Nonetheless, what you are missing is an understanding of the typical gain structure of a typical preamplifier. Don't worry as it is a very common misunderstanding. The phono stage and line stage gains are both fixed. The volume control (and the line stage trim, in this case) can only reduce the signal level going into the line stage, which then increases the signal by a fixed amount. So the volume control appears to reduce the line stage gain but in reality it simply throws some signal away.

The solution is an attenuator (volume control, if you like)) after the preamp line stage which is precisely what you have with the M300. A simple resistive L-pad would do the trick - you could build one into a RCA adapter and plug it into the output of the preamp. This would solve your gain/noise problem without modifying the preamp or power amp.

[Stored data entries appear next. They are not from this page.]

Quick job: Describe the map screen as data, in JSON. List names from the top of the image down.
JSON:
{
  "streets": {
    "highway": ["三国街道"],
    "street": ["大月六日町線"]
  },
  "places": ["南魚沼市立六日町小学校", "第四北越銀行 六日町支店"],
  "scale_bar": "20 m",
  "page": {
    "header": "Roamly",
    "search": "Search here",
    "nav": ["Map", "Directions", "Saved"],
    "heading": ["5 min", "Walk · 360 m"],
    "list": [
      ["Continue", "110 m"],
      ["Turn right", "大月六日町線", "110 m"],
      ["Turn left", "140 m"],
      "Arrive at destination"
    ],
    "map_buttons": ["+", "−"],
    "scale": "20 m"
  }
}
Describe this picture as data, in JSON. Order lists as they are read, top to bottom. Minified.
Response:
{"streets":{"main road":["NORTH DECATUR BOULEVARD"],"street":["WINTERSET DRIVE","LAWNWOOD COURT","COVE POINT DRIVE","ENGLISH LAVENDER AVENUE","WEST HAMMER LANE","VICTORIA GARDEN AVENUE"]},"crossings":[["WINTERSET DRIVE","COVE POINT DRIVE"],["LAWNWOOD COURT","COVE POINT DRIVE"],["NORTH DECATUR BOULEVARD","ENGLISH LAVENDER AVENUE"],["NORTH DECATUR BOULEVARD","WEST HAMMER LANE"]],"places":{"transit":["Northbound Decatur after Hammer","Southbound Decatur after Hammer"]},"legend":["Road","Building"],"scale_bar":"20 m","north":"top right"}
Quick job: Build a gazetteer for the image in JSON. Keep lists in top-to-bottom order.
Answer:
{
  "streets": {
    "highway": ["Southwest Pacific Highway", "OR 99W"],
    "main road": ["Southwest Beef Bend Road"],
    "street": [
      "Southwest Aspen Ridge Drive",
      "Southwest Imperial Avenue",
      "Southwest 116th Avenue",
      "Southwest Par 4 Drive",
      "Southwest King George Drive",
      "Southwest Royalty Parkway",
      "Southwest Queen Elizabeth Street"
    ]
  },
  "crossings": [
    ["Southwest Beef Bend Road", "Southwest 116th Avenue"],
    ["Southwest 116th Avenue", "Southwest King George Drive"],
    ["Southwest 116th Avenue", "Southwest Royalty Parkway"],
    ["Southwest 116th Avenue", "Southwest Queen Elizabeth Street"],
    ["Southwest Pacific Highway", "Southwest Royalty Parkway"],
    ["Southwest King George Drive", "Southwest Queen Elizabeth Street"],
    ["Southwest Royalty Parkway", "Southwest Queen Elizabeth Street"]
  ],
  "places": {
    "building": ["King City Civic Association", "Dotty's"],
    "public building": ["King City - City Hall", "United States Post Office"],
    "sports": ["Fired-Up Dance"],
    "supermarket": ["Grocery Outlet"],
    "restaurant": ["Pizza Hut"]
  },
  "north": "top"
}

Hi, thank you again for your help.
The hiss is from the line stage (therefore also from the phono stage). I should say however that this is not a big issue. As you said part of it is surelly due to my speakers unforgiveness (being 105 dB).
Anyway it is not impossible to be quite even on my Cornwalls, I have tried other valve and ss amplifications who were very silent.
The SA3000 sounds very good, and it is quite amazing for what it can give at its price.
However I was expecting something more with respect to noise level.
I can use attenuators at the outputs but I guess this would not give much honour to Mr Elliot..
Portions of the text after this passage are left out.